Safra kesesi poliplerinin toplumun ortalama yüzde 5'inde görüldüğünü anlatan Yaprak, "Safra kesesinin mukoza dediğimiz iç yüzeyinden gelişen milimetre ile santimetre arasındaki boylardaki tomurcuklara polip denilir. Poliplerin kendi aralarında 5 tipi vardır ve sadece adenomatöz tipte polipler kanser yapma riskine sahiptir. Neyse ki poliplerin ancak yüzde 5'i adenomatöz tiptedir. Adenomatöz tipte bir polip 1 cm'den küçük ise kanserleşme riski yüzde 6 iken, 1 cm'den büyük adenomatöz poliplerde kanser gelişme oranı yüzde 37 olarak saptanmış. Demek oluyor ki polibin tipinin adenomatöz tipte olması ve çapının 1 cm üzerinde olması safra kesesi kanseri için önemli bir risk faktörüdür." ifadelerini kullandı.

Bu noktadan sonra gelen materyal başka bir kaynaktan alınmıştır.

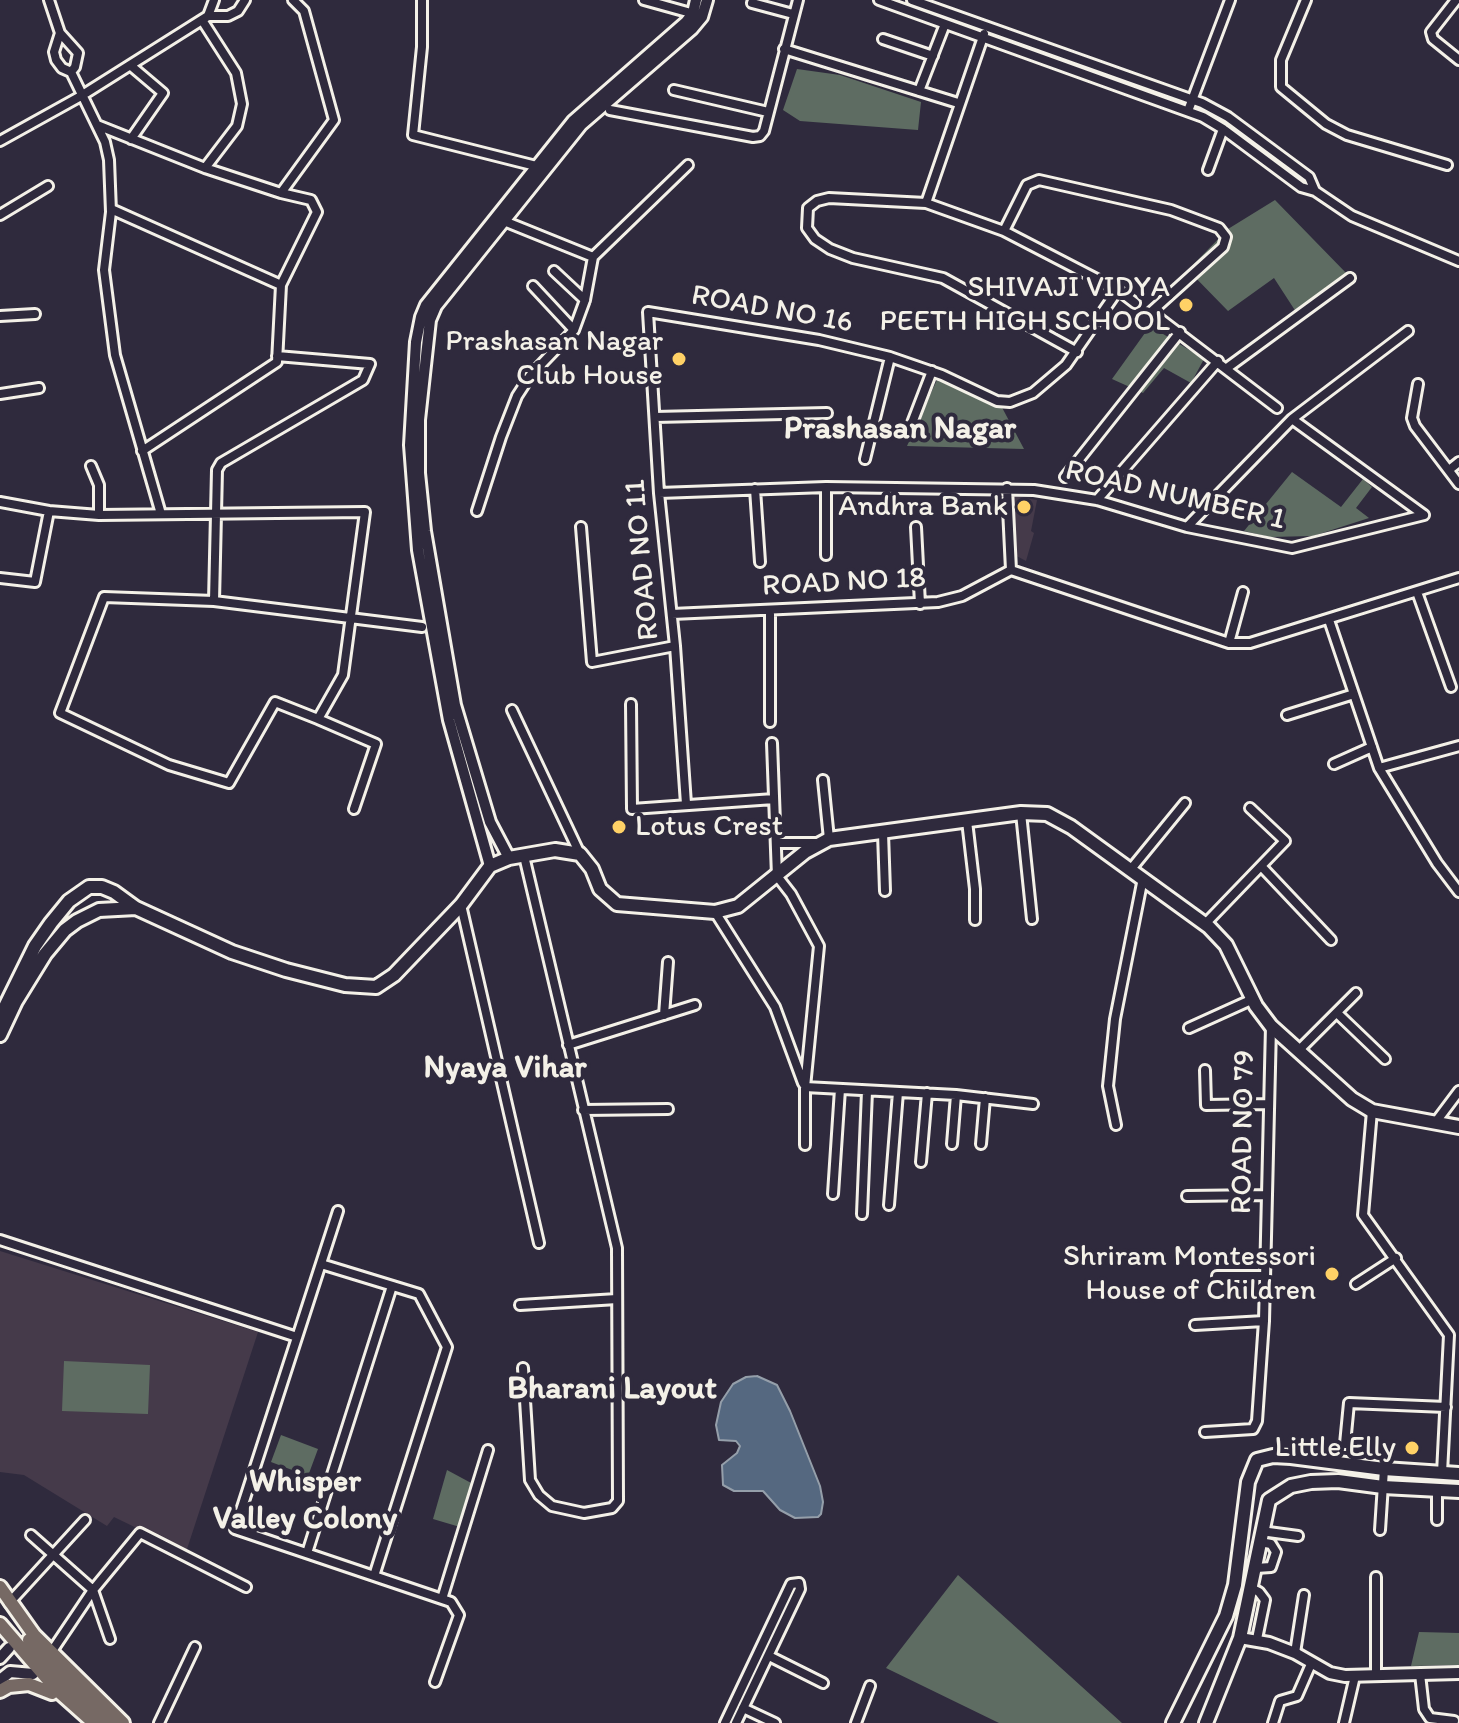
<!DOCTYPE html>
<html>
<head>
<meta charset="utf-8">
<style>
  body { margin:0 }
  canvas { display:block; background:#2f2a3d }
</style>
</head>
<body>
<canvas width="1459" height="1723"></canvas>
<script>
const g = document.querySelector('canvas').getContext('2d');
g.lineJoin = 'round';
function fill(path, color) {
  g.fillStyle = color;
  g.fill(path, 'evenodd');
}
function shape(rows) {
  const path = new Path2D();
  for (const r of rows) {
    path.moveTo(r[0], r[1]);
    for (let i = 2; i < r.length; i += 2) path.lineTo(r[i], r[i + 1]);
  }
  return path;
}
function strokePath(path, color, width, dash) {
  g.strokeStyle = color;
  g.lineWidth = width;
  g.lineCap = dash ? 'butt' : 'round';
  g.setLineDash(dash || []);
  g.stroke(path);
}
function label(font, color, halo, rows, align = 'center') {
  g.font = font + ' Itim,sans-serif';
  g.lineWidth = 8;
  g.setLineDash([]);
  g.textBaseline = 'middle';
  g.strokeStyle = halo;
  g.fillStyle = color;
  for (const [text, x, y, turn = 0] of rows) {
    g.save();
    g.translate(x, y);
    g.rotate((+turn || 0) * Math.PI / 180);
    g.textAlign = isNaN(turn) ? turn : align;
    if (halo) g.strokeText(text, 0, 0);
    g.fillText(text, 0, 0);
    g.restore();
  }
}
const built = shape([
  [1013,496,1037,500,1031,531,1034,533,1026,561,1013,554],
  [0,1251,258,1332,186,1552,114,1517,107,1526,24,1475,0,1472]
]);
const green = shape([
  [797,69,840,75,921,102,918,130,800,121,783,110],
  [1275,200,1349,276,1298,315,1274,278,1228,311,1188,270,1228,229],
  [1150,326,1204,359,1191,383,1164,368,1143,393,1112,379],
  [941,371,997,398,1024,449,907,446],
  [1292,472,1341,507,1363,479,1372,487,1356,508,1369,518,1313,536,1270,537,1244,531],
  [64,1361,150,1365,148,1414,62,1411],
  [281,1435,318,1449,308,1476,271,1462],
  [447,1470,473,1484,460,1527,433,1519],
  [958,1575,1122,1723,999,1723,886,1668],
  [1419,1632,1459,1633,1459,1665,1411,1666]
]);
const water = shape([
  [757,1376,777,1385,790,1411,820,1486,823,1502,821,1514,818,1517,795,1518,780,1510,763,1491,734,1491,723,1485,722,1465,737,1453,740,1446,736,1441,719,1440,716,1425,721,1402,733,1384,746,1377,757,1376]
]);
const minor = shape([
  [49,0,60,33,78,53,75,67,71,72],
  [422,0,422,47,413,135,536,166],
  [644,0,698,15],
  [879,0,1203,117,1223,129,1301,187,1315,191],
  [912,0,1202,103,1228,117,1309,177,1315,191,1352,216,1459,261],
  [1306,0,1281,60,1281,87,1326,124,1347,135,1447,165],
  [1456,0,1431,32,1433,39,1459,60],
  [752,3,793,14],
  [208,16,214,0],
  [202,20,236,73,242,104,237,126,205,168],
  [60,33,54,52,56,60,62,68,71,72,105,142,109,160,111,212,104,270,115,355,161,514],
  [883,39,933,56],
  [784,49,958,103],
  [130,65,163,93,131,139],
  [674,90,768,112],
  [919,91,945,24],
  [610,110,753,137,760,136,764,131,798,0],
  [1188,111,1230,0],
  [97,125,205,168,281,193,311,200,317,212,281,285,277,362,142,451],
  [0,141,81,96,208,16,228,16,238,11,245,0],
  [1208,170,1223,129],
  [281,193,334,120,304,11,293,0],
  [926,203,984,34],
  [111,209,281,285],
  [0,215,48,186],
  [1004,231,1027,185,1039,180,1171,210,1219,228,1226,237,1223,247,1151,312,1277,408],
  [593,257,688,165],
  [554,271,585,300],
  [533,286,574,330],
  [0,316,35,314],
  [1077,352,943,278,853,258,830,249,815,239,807,228,808,208,817,201,829,198,926,203,1004,231,1118,290,1135,303],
  [1227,368,1350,278],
  [1418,384,1412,418,1415,426,1459,484],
  [0,394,39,388],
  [655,417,827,413],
  [1292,419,1424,515],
  [912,423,932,371],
  [865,459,890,357],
  [91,466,99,485,99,515],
  [1449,470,1459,462],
  [1065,477,1180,332],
  [1007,488,1011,570],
  [755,489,760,562],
  [659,493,826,487,1034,490,1097,500,1187,527,1292,548,1424,515],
  [1097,500,1218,361],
  [0,502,49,511,99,515,365,512,343,675,318,719,376,744,354,809],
  [477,511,501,437,517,396,530,376,574,330,585,300,593,257,499,219],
  [581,527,592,662,675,646],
  [916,527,920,604],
  [1187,527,1292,419,1408,331],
  [826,555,826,487],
  [1011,570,1229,643,1250,643,1459,578],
  [0,578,35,582,49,511],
  [1417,592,1451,687],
  [214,601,217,470,221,463,363,380,370,364,277,356],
  [770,611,770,722],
  [672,614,938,602,962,596,1011,570],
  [1329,620,1379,768,1437,863,1459,892],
  [1229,643,1243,592],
  [631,704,632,809,774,799],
  [512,710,580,854],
  [1287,715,1354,694],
  [318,719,275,702,229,783,169,765,60,713,104,597,214,601,422,627],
  [772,743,777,876,791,894,819,946,805,1087,805,1145],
  [1334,764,1372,747],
  [1379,768,1459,746],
  [823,780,829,839],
  [686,804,675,646,659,493,648,312,819,340,890,357,942,375,997,401,1010,402,1033,393,1066,365,1118,290],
  [1021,813,1032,919],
  [967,821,975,889,975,920],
  [883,833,885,891],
  [776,843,819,843],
  [1261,866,1331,940],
  [1131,869,1185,803],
  [461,905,539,1243],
  [715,912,775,1007,803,1083],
  [1205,924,1285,841,1250,808],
  [1337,1013,1385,1059],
  [664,1015,668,962],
  [1189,1028,1253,999],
  [568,1045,695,1005],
  [1298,1051,1356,993],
  [1205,1070,1206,1105,1269,1104],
  [805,1087,956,1095,1033,1104],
  [583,1110,668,1109],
  [1372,1111,1363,1215,1449,1335,1442,1473],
  [1435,1123,1459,1091],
  [1116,1125,1108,1086,1115,1019,1143,878],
  [952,1144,956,1095],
  [981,1144,985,1098],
  [921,1162,927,1093],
  [833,1194,840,1089],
  [1187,1196,1267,1195],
  [889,1205,898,1092],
  [338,1211,235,1529,451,1602,459,1615,435,1682],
  [862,1214,867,1091],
  [0,1240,297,1337],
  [321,1264,419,1294,447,1347,374,1576],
  [1217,1276,1265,1276],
  [1356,1284,1396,1258],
  [520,1305,617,1299],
  [1195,1325,1264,1321],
  [523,1368,530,1480,539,1495,552,1506,584,1513,612,1508,618,1501,617,1248,524,856],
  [1205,1432,1253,1429,1257,1421,1264,1321,1271,1026],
  [1345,1444,1349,1403,1446,1407],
  [1437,1490,1437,1520],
  [1380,1530,1384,1469],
  [1261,1531,1298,1536],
  [31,1535,93,1590,110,1639],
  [307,1553,392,1286],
  [1256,1568,1271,1567,1276,1552,1271,1544,1260,1542],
  [1376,1577,1376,1676],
  [1251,1588,1259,1592,1265,1600,1257,1639],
  [442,1599,488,1450],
  [9,1603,85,1520],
  [52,1651,93,1590,140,1533,246,1587],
  [1295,1653,1304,1595],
  [769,1656,823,1683],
  [1420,1674,1424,1709,1430,1718,1454,1721],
  [743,1708,775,1723],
  [159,1723,195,1647],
  [725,1723,791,1584,799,1583,800,1589,736,1723],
  [856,1723,870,1686],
  [1273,1723,1280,1701,1297,1696,1311,1664],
  [1344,1723,1355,1676]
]);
const tertiary = shape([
  [509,858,490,822,455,705,425,531,419,473,419,420,430,320,436,306,581,125,692,29,702,17,707,0],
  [490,866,449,720,418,550,410,445,416,342,421,317,426,305,573,121,686,22,693,13,696,0],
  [1240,1638,1269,1643,1295,1653,1330,1673,1345,1676,1459,1673],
  [0,1658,9,1648],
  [0,1680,10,1672,33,1674]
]);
const secondary = shape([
  [0,1017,35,946,51,923,69,901,89,887,102,887,114,892,136,908,232,952,286,970,345,985,376,987,394,975,461,905,490,866,509,858,555,850,580,854,592,869,600,889,617,904,715,912,738,906,805,852,829,839,1021,813,1047,814,1071,827,1209,927,1226,945,1256,1006,1271,1026,1352,1099,1372,1111,1459,1127],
  [0,1035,16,1001,45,954,65,930,77,921,99,910,136,908],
  [1173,1723,1226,1616,1235,1585,1248,1482,1257,1460,1273,1456,1291,1457,1384,1469,1459,1474],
  [1206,1723,1240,1638,1269,1500,1291,1486,1311,1482,1338,1481,1383,1487,1459,1491]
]);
const primary = shape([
  [0,1587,34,1635,123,1723],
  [0,1624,57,1690,94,1723],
  [29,1640,70,1687,109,1723],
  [0,1691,9,1686,29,1684,52,1693]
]);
const markers = [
  [1186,305,8,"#ffd166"],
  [679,359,8,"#ffd166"],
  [1024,507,8,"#ffd166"],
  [619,827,8,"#ffd166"],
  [1332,1274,8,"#ffd166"],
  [1412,1448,8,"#ffd166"]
];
const poiNames = [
  ["SHIVAJI VIDYA",1170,288],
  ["PEETH HIGH SCHOOL",1170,322],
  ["Prashasan Nagar",663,342],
  ["Club House",663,376],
  ["Andhra Bank",1008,507],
  ["Lotus Crest",635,827,"left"],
  ["Shriram Montessori",1316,1257],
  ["House of Children",1316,1291],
  ["Little Elly",1396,1448]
];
const streetNames = [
  ["ROAD NO 16",772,310,10],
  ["ROAD NUMBER 1",1175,496,13],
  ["ROAD NO 11",643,560,-95],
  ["ROAD NO 18",844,583,-3],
  ["ROAD NO 79",1244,1132,-89]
];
const neighbourhoodNames = [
  ["Prashasan Nagar",900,430],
  ["Nyaya Vihar",505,1069],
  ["Bharani Layout",612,1390],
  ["Whisper",305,1483],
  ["Valley Colony",305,1520]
];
fill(built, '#453a4a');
fill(green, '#5e6c62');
fill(water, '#556880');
strokePath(water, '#959faa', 2);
strokePath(minor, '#f4f1e8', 14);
strokePath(tertiary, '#f4f1e8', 16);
strokePath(secondary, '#f4f1e8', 18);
strokePath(primary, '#f4f1e8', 18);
strokePath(minor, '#2f2a3d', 8);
strokePath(tertiary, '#2f2a3d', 10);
strokePath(secondary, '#2f2a3d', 12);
strokePath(primary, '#766964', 12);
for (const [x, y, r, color] of markers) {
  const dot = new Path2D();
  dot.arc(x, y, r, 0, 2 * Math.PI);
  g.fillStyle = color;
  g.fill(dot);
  strokePath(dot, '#2f2a3d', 3);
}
label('30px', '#f4f1e8', '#2f2a3d', poiNames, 'right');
label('30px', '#f4f1e8', '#2f2a3d', streetNames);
label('bold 32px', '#f4f1e8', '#2f2a3d', neighbourhoodNames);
</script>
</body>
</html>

Yaprak, poliplerin 1 cm'den büyükse şikayet yapsın ya da yapmasın ameliyat önerdiklerini belirterek, "1 cm'den küçük poliplerde ciddi şikayet var ise ve şikayetin polipten kaynaklandığını düşünüyorsak ameliyat öneriyoruz. Ancak şikayet yoksa takip öneriyoruz. Yine 1 cm'den küçük olup şikayet olmasa da takiplerde büyüyen veya safra kesesi taşı ile birlikte olan poliplerde yine ameliyat önermekteyiz." değerlendirmesinde bulundu.